D'aussi loin qu'il le pouvait, il restait hors de vue de ses cibles et remarqua que ces derniers entraient dans le quartier le plus pauvre de la ville. Ici, aucun riche ou qui que ce soit d'autre ayant un minimum d'argent ne résidait dans une des nombreuses maisons délabrées. Chacun vivaient les uns sur les autres tout en supportant les rues boueuses et puantes en face de leurs murs. Les deux hommes étaient habillés de foulards noirs qui cachaient une grande partie de leur visage et au milieu de tous les pauvres autour habillés en haillons, il était préférable, pour ne pas attirer l'attention, de passer par les toits. Mitor, qui était habillé d'un vêtement de noble, comprit qu'il fallait adopter le même chemin que ses cibles. Ceux-ci arrivèrent alors sur le toit d'une petite grange puis sur la terrasse déserte d'en face. Mitor s'arrêta un peu plus loin et les observa au détour d'un mur. Les deux hommes se tenaient face à une porte en bois et semblaient décrire un code simple en toquant sur celle-ci. Quelqu'un vînt leur ouvrir et ils entrèrent. Mitor attendit un petit moment avant de se présenter lui aussi face à la porte histoire de n'éveiller aucun soupçon. Il inspira un grand coup et fit le même code que les deux Chasseurs sur la porte. Un grand homme chauve en haillons lui ouvra la porte:


-Pourquoi êtes-vous habillés ainsi? Demanda-t-il d'un air méfiant et en tenant le pommeau d'une dague à sa ceinture.


-Je...j'ai dû prendre ses vêtements pour voyager incognito. Je suis un des espions. Répondit Mitor le plus naturellement possible.


-Je ne t'ai jamais vu, pourtant.


-Oui, je me doute. Je n'ai pas l'habitude de rentrer et sortir du QG. Surtout en étant habillé comme ça.

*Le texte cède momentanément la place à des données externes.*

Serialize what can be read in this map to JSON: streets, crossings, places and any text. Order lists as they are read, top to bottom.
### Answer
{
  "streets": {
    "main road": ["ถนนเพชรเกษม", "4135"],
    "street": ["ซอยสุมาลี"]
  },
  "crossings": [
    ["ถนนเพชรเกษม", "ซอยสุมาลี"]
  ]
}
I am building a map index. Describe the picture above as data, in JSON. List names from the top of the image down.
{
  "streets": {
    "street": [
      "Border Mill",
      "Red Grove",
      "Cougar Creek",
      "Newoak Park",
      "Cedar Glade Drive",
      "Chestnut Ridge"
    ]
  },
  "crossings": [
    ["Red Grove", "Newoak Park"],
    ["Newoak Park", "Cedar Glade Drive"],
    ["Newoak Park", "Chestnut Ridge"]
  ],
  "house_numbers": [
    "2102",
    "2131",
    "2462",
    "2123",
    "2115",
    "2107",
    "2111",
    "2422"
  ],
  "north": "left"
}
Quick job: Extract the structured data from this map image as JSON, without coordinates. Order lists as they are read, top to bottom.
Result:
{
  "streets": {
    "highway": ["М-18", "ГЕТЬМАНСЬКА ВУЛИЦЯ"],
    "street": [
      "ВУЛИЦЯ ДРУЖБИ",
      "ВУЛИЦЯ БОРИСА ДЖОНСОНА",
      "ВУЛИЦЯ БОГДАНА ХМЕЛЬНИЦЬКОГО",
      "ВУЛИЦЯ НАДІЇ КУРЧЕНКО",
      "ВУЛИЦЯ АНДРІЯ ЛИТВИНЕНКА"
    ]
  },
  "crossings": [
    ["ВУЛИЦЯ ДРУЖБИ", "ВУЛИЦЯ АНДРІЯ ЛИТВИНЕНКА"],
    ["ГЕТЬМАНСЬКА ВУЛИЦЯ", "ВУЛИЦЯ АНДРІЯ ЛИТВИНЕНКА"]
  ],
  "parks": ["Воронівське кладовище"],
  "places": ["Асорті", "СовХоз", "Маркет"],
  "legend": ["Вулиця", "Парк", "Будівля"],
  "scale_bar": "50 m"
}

Après, un moment d'hésitation, le garde le laissa entrer. Dans cette grange, rien ne pouvait signifier qu'il s'agissait d'un QG. Plusieurs sans-abris étaient en train de se réfugier, assis dans le sol boueux. Mitor examina le plus rapidement la pièce et vit une porte entrouverte. Il passa cette porte et vit alors un grand trou creusé à même le sol et une échelle permettait de descendre au fond. Machinalement, il descendit l'échelle et tomba dans un tunnel. Il avait l'impression d'être dans une mine en voyant la paroi noire et rocailleuse. D'un côté, il y avait une impasse où des outils de creusage étaient entreposés et de l'autre, le tunnel continuait, éclairé par des torches. Il avança doucement et remarqua que le sol était de plus en plus pentu. Il lui sembla tourné en rond jusqu'à ce que le sol se retrouve de nouveau plat. Là, le tunnel s'agrandissait et donnait sur une pièce large qui ressemblait à celle du QG des Partisans où plusieurs caisses étaient entreposés. Il vit des Chasseurs au loin et décida de se cacher d'eux. En effet, il vit que ceux-ci étaient également habillés de la même manière que ceux qu'il avait suivis. Il comprit alors que les Chasseurs avaient un code vestimentaire et qu'il ne se devait pas de continuer sans être vêtu de la même manière. Alors, il chercha parmi les caisses, tout en restant caché, des foulards noirs à se mettre sur la tête et une toge dont la couleur, elle, ne semblait pas réglementaire. Il arriva dans un coin de la pièce où des vêtements de Chasseurs étaient entreposés et il s'empressa de s'en vêtir. Il sortit alors de ce coin de la pièce avec un foulard noir et une toge beige et approcha naturellement des deux Chasseurs, ou plutôt vers la suite du tunnel derrière eux. Tout en marchant, il cachait ses poings pour les serrer afin de cacher son stress. Il les contourna pour passer et les salua d'un geste de la main. Les deux Chasseurs firent de même tandis que Mitor continuait son chemin et luttait pour ne pas pousser un soupir trop fort. Il parcourait alors la suite du tunnel et il arriva à un long couloir où plusieurs portes étaient creusées dans la pierre. Mitor pensa que c'était le couloir des chambres et il continua son chemin sans s'arrêter. Tout à coup, il entendit des voix venant d'une des chambres et une porte s'ouvrit brutalement devant lui.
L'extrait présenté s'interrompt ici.